All of the data must be written out verbatim, with pictures excluded.
++++++++++
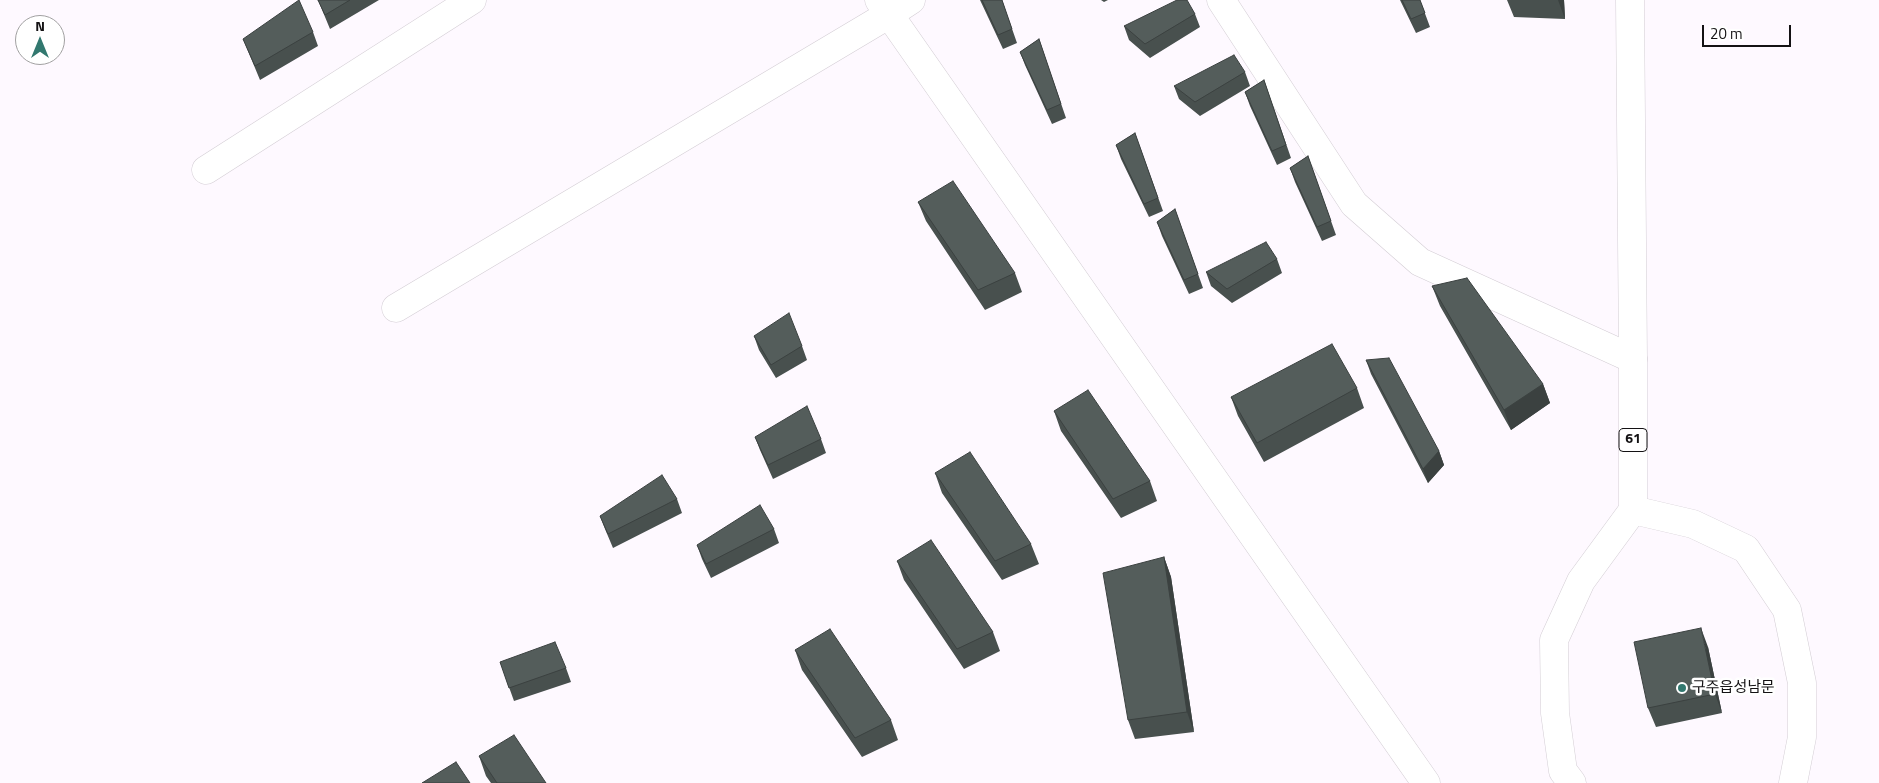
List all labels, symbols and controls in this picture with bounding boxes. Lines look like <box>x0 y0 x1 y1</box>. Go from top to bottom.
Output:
north arrow <box>15 15 65 65</box>
text: N <box>35 15 45 36</box>
scale bar <box>1704 15 1793 47</box>
text: 20 m <box>1710 22 1743 45</box>
road number: 61 <box>1619 428 1647 452</box>
place label: 구주읍성남문 <box>1692 679 1775 697</box>
marker: 구주읍성남문 <box>1676 682 1688 694</box>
++++++++++
**WRITTEN RESPONSE**
List all labels, symbols and controls in this picture with bounding boxes. Lines look like <box>x0 y0 x1 y1</box>. Go from top to bottom.
Output:
north arrow <box>15 15 65 65</box>
text: N <box>35 15 45 36</box>
scale bar <box>1704 15 1793 47</box>
text: 20 m <box>1710 22 1743 45</box>
road number: 61 <box>1619 428 1647 452</box>
place label: 구주읍성남문 <box>1692 679 1775 697</box>
marker: 구주읍성남문 <box>1676 682 1688 694</box>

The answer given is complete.